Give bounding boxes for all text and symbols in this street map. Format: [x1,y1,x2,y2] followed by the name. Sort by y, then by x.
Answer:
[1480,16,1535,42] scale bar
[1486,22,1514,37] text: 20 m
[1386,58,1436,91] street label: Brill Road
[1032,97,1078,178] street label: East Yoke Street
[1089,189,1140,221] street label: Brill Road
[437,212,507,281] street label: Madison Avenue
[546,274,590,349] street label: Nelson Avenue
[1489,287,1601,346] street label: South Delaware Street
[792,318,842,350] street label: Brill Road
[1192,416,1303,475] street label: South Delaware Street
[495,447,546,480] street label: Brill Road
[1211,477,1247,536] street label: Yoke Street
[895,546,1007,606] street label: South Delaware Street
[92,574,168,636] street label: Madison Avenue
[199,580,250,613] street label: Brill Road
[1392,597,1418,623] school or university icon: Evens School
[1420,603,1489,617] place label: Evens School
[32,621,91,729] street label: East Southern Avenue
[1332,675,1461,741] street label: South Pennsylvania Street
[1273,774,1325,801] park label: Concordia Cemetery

→ PROBLEM REQUIREMENTS
The full data must appear again, retyped in every detail.

→ TASK SOLUTION
Give bounding boxes for all text and symbols in this street map. Format: [x1,y1,x2,y2] followed by the name. Sort by y, then by x.
Answer:
[1480,16,1535,42] scale bar
[1486,22,1514,37] text: 20 m
[1386,58,1436,91] street label: Brill Road
[1032,97,1078,178] street label: East Yoke Street
[1089,189,1140,221] street label: Brill Road
[437,212,507,281] street label: Madison Avenue
[546,274,590,349] street label: Nelson Avenue
[1489,287,1601,346] street label: South Delaware Street
[792,318,842,350] street label: Brill Road
[1192,416,1303,475] street label: South Delaware Street
[495,447,546,480] street label: Brill Road
[1211,477,1247,536] street label: Yoke Street
[895,546,1007,606] street label: South Delaware Street
[92,574,168,636] street label: Madison Avenue
[199,580,250,613] street label: Brill Road
[1392,597,1418,623] school or university icon: Evens School
[1420,603,1489,617] place label: Evens School
[32,621,91,729] street label: East Southern Avenue
[1332,675,1461,741] street label: South Pennsylvania Street
[1273,774,1325,801] park label: Concordia Cemetery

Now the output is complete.